Jamie Susskind : L’argument central est que nous avons un problème avec l’industrie technologique. Ce problème ne concerne pas les pommes pourries individuelles au sommet ou les entreprises particulières. C’est le problème d’un pouvoir irresponsable, dû à un manque de gouvernance adéquate.
Mon livre tente de diagnostiquer d’où vient ce pouvoir, pourquoi il constitue un problème et comment nous pouvons le rendre plus responsable tout en préservant la liberté et la démocratie.
DT: Expliquez ce que vous entendez par « républicanisme » évoqué dans le titre du livre.
JS : Il s’inspire de l’ancienne philosophie républicaine qui remonte aux Romains. Ce n’est pas le républicanisme du Parti républicain moderne, ni celui de ceux qui veulent se débarrasser de la monarchie, par exemple au Royaume-Uni. Le républicanisme est une philosophie selon laquelle le but du droit et de la politique est de réduire le pouvoir irresponsable dans la société. Par exemple, un républicain s’opposerait à l’idée des rois, pas seulement contre un mauvais roi en particulier. Ils n’espéreraient pas de meilleurs patrons; ils plaideraient pour les droits du travail. Ils ne se plaindraient pas de propriétaires d’esclaves désagréables; ils se battraient pour l’abolition de l’esclavage.
Appliqué au contexte numérique, le républicanisme numérique affirme qu’il est intrinsèquement problématique pour un une énorme quantité de pouvoir doit être concentrée entre les mains de ceux qui possèdent et contrôlent le numérique les technologies.
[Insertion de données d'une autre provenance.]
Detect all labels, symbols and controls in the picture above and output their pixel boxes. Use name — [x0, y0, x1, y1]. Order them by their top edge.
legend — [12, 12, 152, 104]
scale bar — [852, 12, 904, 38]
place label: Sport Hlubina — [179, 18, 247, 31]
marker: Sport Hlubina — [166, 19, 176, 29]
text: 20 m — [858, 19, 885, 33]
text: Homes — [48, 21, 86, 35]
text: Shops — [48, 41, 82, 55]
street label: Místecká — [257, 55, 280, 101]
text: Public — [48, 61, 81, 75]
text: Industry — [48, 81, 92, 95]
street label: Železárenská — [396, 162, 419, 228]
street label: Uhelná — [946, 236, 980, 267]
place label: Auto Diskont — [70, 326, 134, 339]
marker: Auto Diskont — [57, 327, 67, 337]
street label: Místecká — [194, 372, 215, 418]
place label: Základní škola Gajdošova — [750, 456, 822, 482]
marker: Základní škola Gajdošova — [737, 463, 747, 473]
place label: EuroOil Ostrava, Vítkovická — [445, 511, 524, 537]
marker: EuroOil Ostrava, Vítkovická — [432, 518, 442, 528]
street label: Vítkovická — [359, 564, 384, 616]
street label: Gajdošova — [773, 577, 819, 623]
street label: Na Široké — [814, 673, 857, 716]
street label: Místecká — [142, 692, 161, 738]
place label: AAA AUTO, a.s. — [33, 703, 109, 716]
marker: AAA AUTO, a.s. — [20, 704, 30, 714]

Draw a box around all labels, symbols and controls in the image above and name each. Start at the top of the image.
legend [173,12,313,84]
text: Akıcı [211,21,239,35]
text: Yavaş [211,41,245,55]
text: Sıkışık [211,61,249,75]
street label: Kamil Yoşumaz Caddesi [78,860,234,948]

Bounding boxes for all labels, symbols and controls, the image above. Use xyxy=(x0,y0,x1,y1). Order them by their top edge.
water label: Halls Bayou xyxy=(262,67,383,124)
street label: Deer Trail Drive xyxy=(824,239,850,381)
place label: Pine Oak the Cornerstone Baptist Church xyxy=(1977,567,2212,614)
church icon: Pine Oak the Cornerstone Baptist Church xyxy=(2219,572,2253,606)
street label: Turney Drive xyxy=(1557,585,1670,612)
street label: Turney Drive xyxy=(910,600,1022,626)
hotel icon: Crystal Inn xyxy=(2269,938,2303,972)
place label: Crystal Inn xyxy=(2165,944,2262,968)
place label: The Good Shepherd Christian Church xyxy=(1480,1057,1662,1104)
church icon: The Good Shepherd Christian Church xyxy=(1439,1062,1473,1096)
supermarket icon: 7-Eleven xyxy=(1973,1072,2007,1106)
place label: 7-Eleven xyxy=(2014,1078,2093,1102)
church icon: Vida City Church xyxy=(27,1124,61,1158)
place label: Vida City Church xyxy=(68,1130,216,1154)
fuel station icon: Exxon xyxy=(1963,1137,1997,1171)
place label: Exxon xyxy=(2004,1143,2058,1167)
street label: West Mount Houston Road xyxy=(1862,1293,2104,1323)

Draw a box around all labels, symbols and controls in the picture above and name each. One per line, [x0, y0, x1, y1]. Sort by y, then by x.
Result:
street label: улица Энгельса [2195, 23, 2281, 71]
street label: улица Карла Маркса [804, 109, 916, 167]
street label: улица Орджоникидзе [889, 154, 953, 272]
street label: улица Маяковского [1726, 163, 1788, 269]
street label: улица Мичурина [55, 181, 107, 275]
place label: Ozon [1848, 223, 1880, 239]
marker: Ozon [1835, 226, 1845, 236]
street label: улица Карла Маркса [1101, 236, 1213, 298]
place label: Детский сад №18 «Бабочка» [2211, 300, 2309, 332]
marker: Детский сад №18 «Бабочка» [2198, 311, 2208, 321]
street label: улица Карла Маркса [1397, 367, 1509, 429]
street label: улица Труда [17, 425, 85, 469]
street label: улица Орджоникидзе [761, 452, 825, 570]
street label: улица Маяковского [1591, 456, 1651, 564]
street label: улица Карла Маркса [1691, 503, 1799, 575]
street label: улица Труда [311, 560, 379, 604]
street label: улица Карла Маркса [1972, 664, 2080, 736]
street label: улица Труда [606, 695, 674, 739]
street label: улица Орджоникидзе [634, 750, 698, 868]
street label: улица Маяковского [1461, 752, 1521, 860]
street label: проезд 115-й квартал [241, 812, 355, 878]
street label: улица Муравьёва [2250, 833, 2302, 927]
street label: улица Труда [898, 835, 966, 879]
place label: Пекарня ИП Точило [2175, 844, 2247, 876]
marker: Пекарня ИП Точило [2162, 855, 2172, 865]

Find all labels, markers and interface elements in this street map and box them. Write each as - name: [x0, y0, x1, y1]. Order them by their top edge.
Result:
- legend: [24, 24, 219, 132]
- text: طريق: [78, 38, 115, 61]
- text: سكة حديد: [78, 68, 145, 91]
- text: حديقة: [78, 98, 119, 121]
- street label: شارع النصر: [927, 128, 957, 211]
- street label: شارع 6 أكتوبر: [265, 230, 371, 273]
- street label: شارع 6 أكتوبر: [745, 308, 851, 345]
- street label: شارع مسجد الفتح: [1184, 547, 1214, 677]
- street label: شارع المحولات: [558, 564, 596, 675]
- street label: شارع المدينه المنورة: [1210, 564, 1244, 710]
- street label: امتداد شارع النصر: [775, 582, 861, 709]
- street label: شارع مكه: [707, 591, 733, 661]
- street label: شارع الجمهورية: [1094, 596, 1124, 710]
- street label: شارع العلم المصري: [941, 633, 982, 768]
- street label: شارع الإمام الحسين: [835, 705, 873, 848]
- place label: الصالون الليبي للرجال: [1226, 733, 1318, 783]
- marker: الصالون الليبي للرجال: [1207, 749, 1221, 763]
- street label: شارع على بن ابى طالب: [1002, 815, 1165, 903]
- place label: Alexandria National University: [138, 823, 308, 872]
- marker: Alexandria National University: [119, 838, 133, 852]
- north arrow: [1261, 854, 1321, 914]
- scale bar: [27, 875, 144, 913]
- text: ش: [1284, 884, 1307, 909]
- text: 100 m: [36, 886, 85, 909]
C’est le cas même si nous sommes d’accord sur la manière dont ils exercent ce pouvoir de temps à autre.
DT: Les entreprises technologiques sont fréquemment confrontées à des critiques, parfois des deux côtés de l’allée politique, sur leur volonté de devenir politiques d’une manière ou d’une autre. Mais auraient-ils pu éviter cela d’une manière ou d’une autre? Cela semble inévitable. Même l’idée générale d’une interface informatique est, dans un sens, idéologique car elle structure la façon dont nous percevons le monde. Ajoutez à cela l’énoncé de mission et l’ampleur des moteurs de recherche et il semble que ce problème allait toujours se poser.
JS : Je pense que oui. L’argument central de mon livre est que les technologies numériques exercent un pouvoir – qu’il soit conscient ou non de la part de leurs créateurs. Toutes les technologies contiennent des règles que nous devons suivre lorsque nous interagissons avec elles. Les règles de Twitter stipulent que vous ne pouvez pas publier un tweet s’il dépasse une certaine longueur. Les règles d’une voiture autonome peuvent stipuler qu’elle ne dépassera pas une limite de vitesse particulière, même en cas d’urgence.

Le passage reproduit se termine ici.